Abra Lee is doing something for the first time - she's freelancing. She starts everyday by writing, waking at 4:00am because she knows she'll be undisturbed until 6:30am. Even when she's not inspired, she still writes at least 3 pages, something she learned from the book The Artist’s Way.
She's been working in the green industry for 18 years, both in the public and private sectors. Before transitioning to her new freelance lifestyle, Abra served as an Extension Agent with the University of Georgia for Fulton County. In a few short months, she'll be in residence at Longwood Gardens, where she's been selected to be part of the 2019-2010 Cohort of Longwood Fellows.
Her excitement and gratitude for this opportunity, and others in her life are easily felt.

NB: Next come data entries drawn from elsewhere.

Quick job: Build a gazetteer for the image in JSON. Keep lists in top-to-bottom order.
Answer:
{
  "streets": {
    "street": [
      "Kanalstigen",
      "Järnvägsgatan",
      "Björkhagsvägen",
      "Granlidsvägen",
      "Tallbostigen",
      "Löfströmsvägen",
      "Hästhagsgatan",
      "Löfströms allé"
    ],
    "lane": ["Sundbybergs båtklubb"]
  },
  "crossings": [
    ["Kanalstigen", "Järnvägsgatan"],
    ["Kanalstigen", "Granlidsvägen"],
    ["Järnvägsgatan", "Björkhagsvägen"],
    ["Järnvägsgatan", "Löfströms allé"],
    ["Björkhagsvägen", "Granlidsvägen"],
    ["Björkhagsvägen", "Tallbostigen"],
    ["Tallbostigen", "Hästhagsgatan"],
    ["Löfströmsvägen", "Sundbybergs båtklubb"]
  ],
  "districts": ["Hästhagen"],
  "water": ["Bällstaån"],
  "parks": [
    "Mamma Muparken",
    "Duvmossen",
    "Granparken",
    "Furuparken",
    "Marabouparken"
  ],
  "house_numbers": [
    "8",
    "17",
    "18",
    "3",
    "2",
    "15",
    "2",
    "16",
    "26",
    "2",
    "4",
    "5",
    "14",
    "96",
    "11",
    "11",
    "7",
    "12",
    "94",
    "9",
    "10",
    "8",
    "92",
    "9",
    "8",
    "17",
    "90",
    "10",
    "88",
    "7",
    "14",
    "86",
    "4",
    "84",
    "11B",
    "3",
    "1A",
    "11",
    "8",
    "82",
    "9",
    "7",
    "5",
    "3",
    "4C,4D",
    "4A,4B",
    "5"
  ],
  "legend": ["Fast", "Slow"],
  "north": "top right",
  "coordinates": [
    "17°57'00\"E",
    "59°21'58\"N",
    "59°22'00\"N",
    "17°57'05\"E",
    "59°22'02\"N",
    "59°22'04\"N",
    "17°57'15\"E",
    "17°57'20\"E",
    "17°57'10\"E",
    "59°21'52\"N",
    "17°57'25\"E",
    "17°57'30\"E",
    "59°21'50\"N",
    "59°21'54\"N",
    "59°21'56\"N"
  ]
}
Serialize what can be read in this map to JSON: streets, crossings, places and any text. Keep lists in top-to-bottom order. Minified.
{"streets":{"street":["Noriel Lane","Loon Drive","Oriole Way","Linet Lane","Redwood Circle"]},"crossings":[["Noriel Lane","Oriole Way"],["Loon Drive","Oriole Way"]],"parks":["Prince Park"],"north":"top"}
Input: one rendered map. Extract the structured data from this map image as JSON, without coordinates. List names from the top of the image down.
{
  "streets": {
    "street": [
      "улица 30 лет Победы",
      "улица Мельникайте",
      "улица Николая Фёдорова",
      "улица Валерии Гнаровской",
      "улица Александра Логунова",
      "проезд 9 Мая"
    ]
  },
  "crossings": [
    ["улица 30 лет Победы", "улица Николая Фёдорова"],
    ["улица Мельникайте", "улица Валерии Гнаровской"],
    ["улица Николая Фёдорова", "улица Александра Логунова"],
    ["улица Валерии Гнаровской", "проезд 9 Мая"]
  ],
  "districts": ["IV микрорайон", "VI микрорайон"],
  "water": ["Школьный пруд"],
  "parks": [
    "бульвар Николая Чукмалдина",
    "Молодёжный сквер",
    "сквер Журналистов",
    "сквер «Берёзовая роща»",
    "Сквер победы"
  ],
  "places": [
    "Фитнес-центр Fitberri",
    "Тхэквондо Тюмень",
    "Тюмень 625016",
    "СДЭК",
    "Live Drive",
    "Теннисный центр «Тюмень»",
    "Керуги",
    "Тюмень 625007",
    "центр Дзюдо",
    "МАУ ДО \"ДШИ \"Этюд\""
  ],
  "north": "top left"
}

She radiates enthusiasm, warmth, and the type of kindness you get from an old friend. She's excited about gardening, and loves to get others excited, too. She uses Instagram as a platform to educate and inspire. She uses images of pop culture to get people to see aspects of horticulture through a different lens. In a recent post featuring Beyoncé and Jay-Z, the intent was actually to introduce the garden term, allée, to her followers.
Women in Hort caught up with Abra in the dead of winter to talk about gardens, airports, failures, and fellowships.
WinH: You’ve been selected as a 2019-2020 Longwood Fellow. What do you hope to gain from your experience at Longwood with your cohort?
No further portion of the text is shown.